I've spent a great deal of the past 15 years doing two things: building new server, storage, and network infrastructures -- and fixing them when they fall flat on their face for one reason or another. Over that time, I've seen one common theme emerge: There are very easy, seemingly unimportant things you can do when you build and maintain infrastructure that will save your bacon later when things go pear shaped.
Most of them involve writing stuff down -- you know, documentation.
I realize if there's one word that can cause a room full of IT folks to roll their eyes, it's "documentation." Usually, when you tell IT pros they need to document what they're doing, the thought of writing a book-length, screenshot-laden tome that would allow a monkey to manage a complex system comes to mind. Nothing could be more horrifying.

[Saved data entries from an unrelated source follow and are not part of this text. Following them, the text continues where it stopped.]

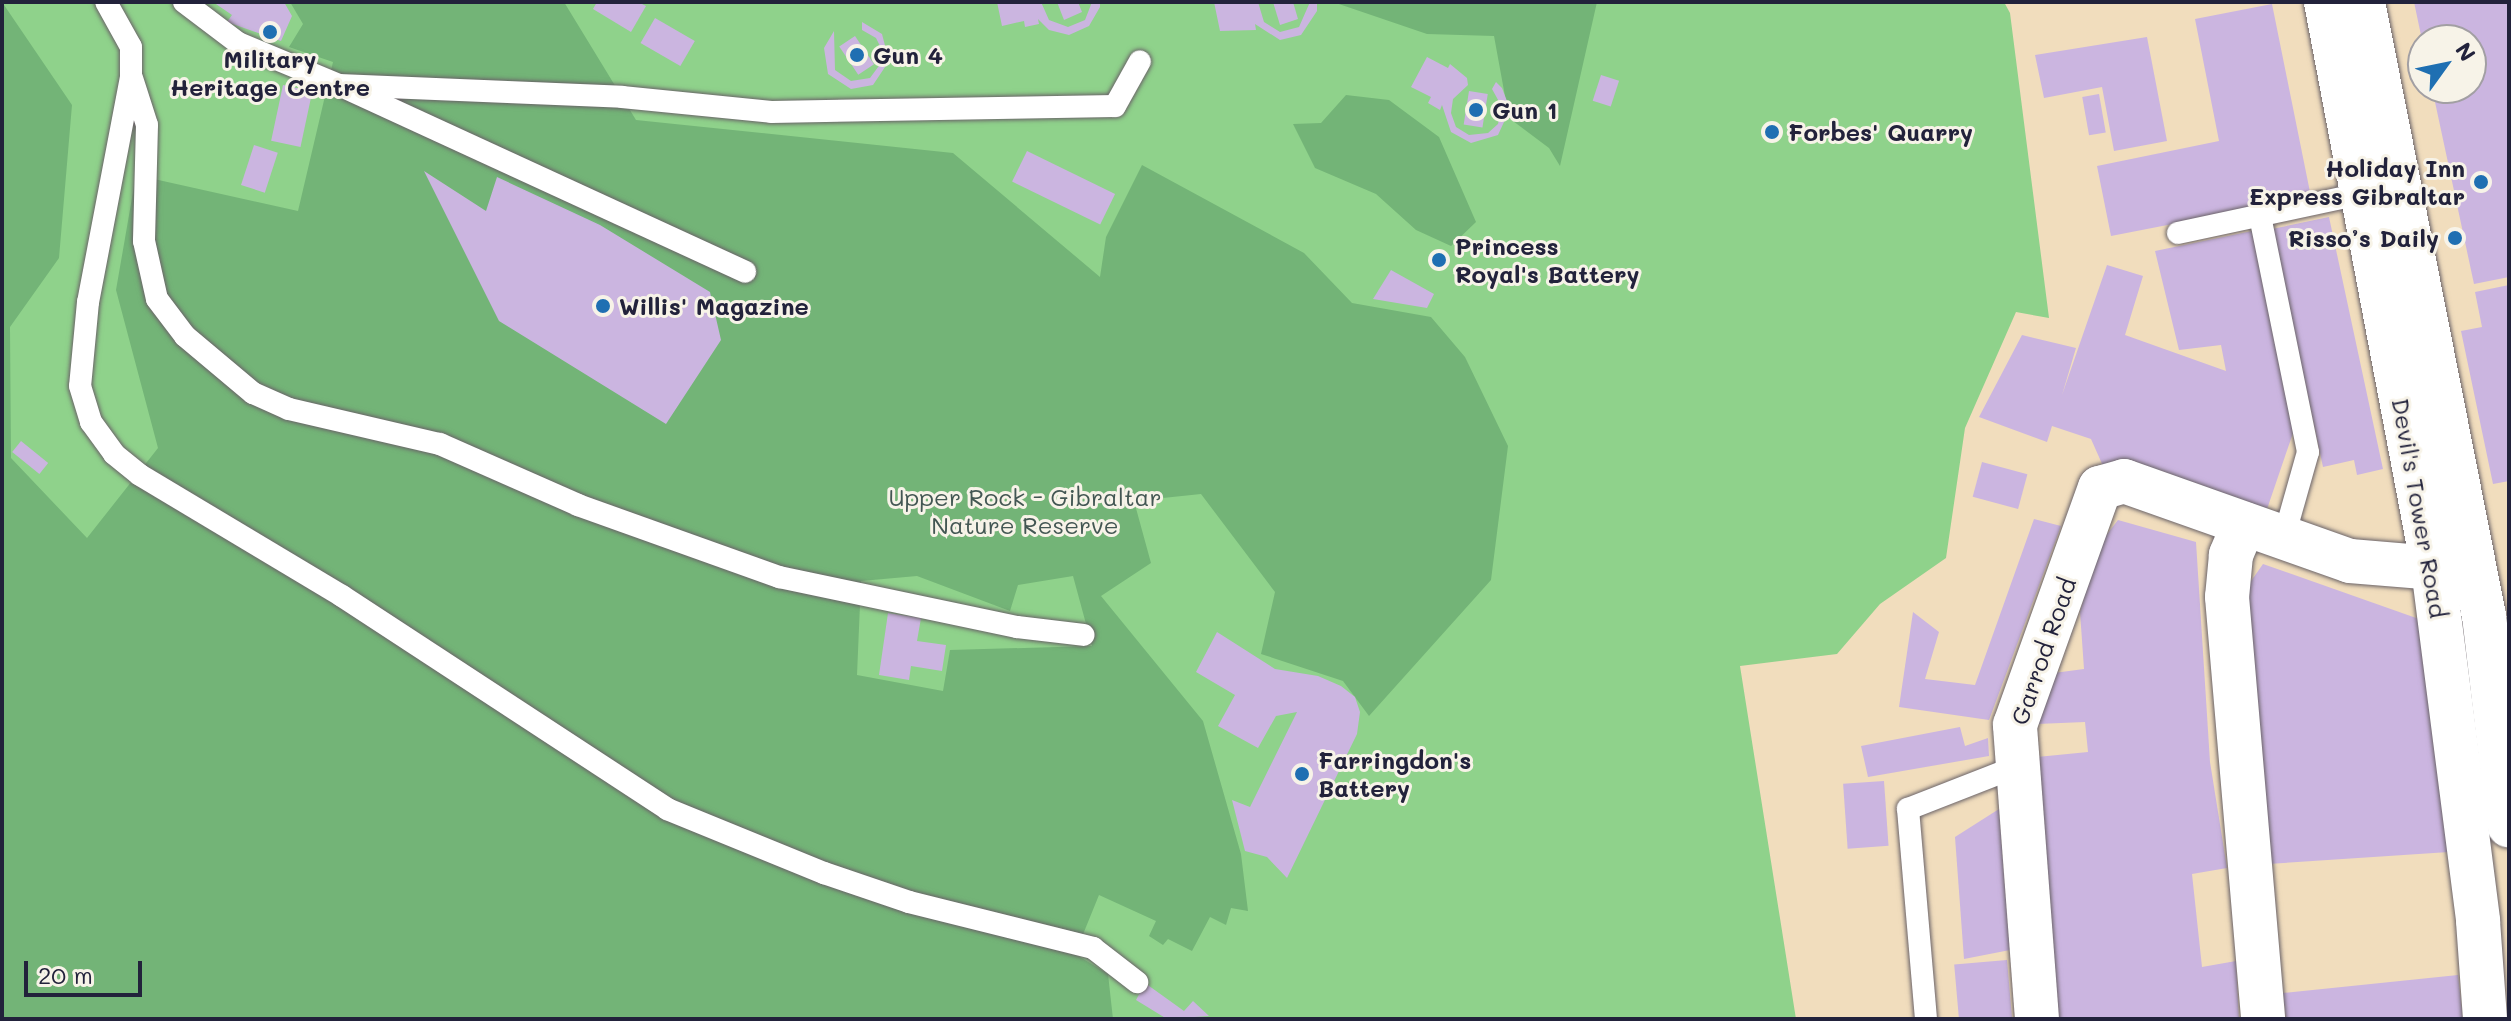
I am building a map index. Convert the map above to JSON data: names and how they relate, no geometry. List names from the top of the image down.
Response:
{
  "streets": {
    "main road": ["Devil's Tower Road", "Garrod Road"]
  },
  "crossings": [
    ["Devil's Tower Road", "Garrod Road"]
  ],
  "parks": ["Upper Rock - Gibraltar Nature Reserve"],
  "places": [
    "Military Heritage Centre",
    "Gun 4",
    "Gun 1",
    "Forbes' Quarry",
    "Holiday Inn Express Gibraltar",
    "Risso’s Daily",
    "Princess Royal's Battery",
    "Willis' Magazine",
    "Farringdon's Battery"
  ],
  "scale_bar": "20 m",
  "north": "top right"
}
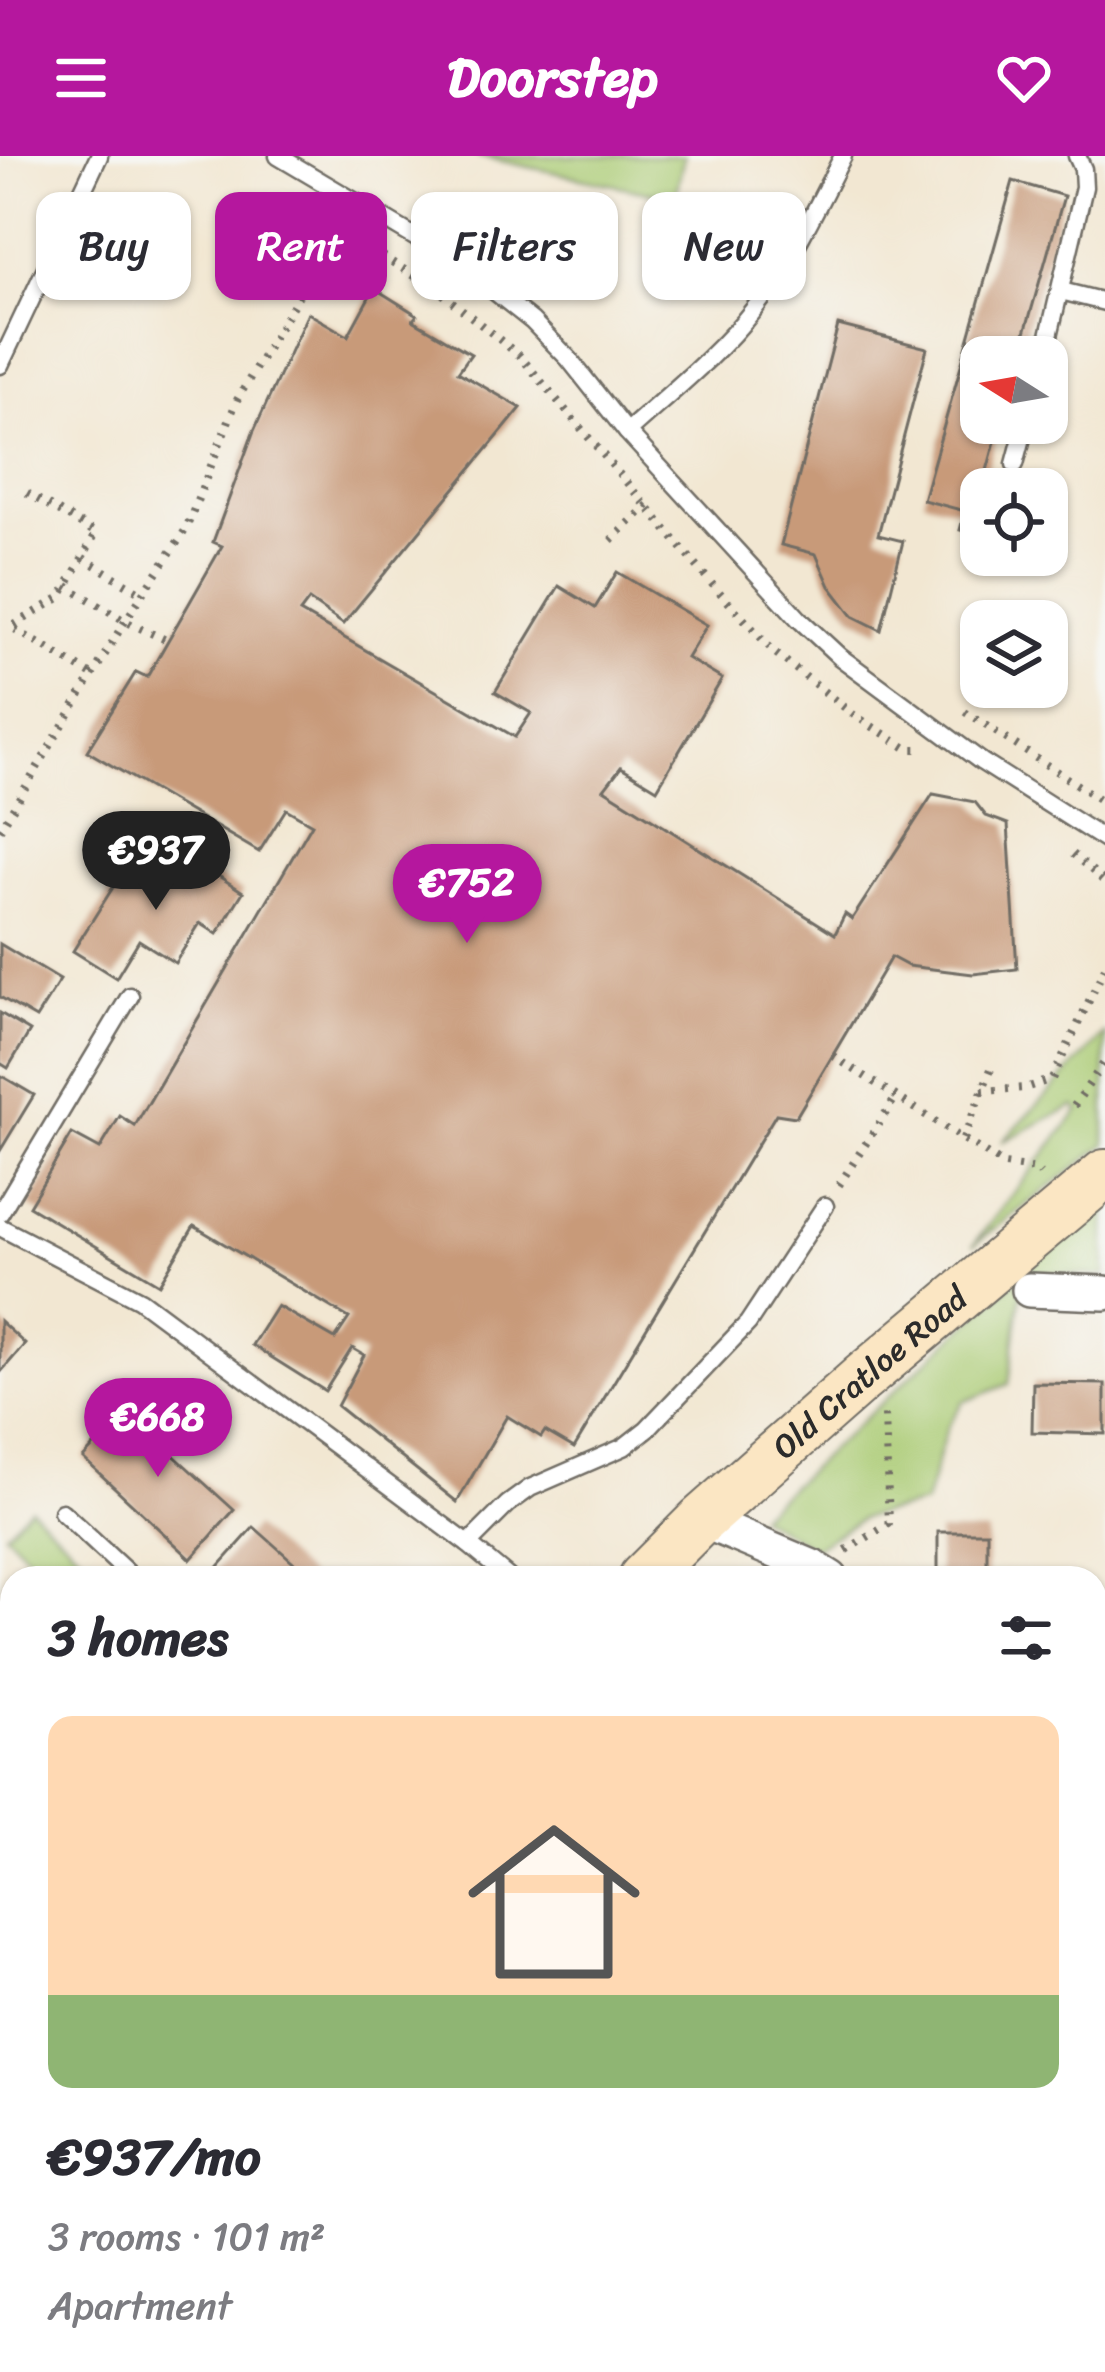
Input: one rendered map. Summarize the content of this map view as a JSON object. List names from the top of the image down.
{
  "streets": {
    "street": ["Old Cratloe Road"]
  },
  "north": "left",
  "page": {
    "header": "Doorstep",
    "chip": [
      "Buy",
      "Rent",
      "Filters",
      "New"
    ],
    "price": ["€937", "€752", "€668"],
    "heading": "3 homes",
    "list": [
      {
        "name": "€937/mo",
        "note": "3 rooms · 101 m² · Apartment"
      }
    ]
  }
}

We don't need no stinking documentation
But guess what? As it turns out, a monster reference manual is the least useful type of documentation to have in an emergency, because it's so verbose you can never find what you're looking for. Plus, it's a pain to update, people won't do it, and it will quickly become inaccurate. If there's one thing that's worse than having no documentation at all, it's having inaccurate documentation.
If you run a VMware vSphere environment, there are a bunch of scripts built for the VMware Management Appliance that can capture the lion's share of the configuration for your environment and dump it out in an easily readable HTML document. For SANs, your mileage will definitely vary, but you can always ask your SAN vendor. Very likely, there's an internal tool that can capture the details of how your device is configured -- and the vendor will probably be happy to share it with you.
Keeping the docs safe
Once you've amassed this collection of useful quick-reference documentation, you need to protect it. I've been involved in more than one disaster where a huge store of very helpful documentation and raw config data was stored on a system that directly depended upon the very things it was documenting. Putting your docs in a file share on a virtual machine stored on your SAN may be convenient, but it's also a good way to block your access if there's a serious infrastructure failure.
One easy way to solve that problem is to jam a USB flash drive in a workstation or server with good physical security and configure a scheduled task to mirror your documentation onto it on a regular basis. That way, you always have an up-to-date copy of your docs that you can fire up on a laptop even if the facility power is out.
And I mean everything. Label your servers, front and back. Label cables. Label racks. Label items to the point where you could describe to your mom over the phone which power button to press or which cable to remove. Does this take a lot of time? Yes, it absolutely does. However, it's a lot more convenient than explaining why the network went down because someone unplugged the wrong unlabeled cable or tracing every cable to where it came from if you have to replace a switch in a hurry.
Labeling doesn't just extend to hardware, either. Everything from network switches to virtualization environments will give you the ability to provide human-readable names for various objects. Make sure those names are populated and accurate any time you make changes. Whether it's confirming a virtual machine's name matches that VM's hostname or the storage LUN tags you can define in vSphere match the names that you've given the volumes on your SAN, just do it. It can save you from committing potentially career-limiting "Please tell me I just didn't do that" mistakes down the road. Trust me -- I've seen it happen more than once.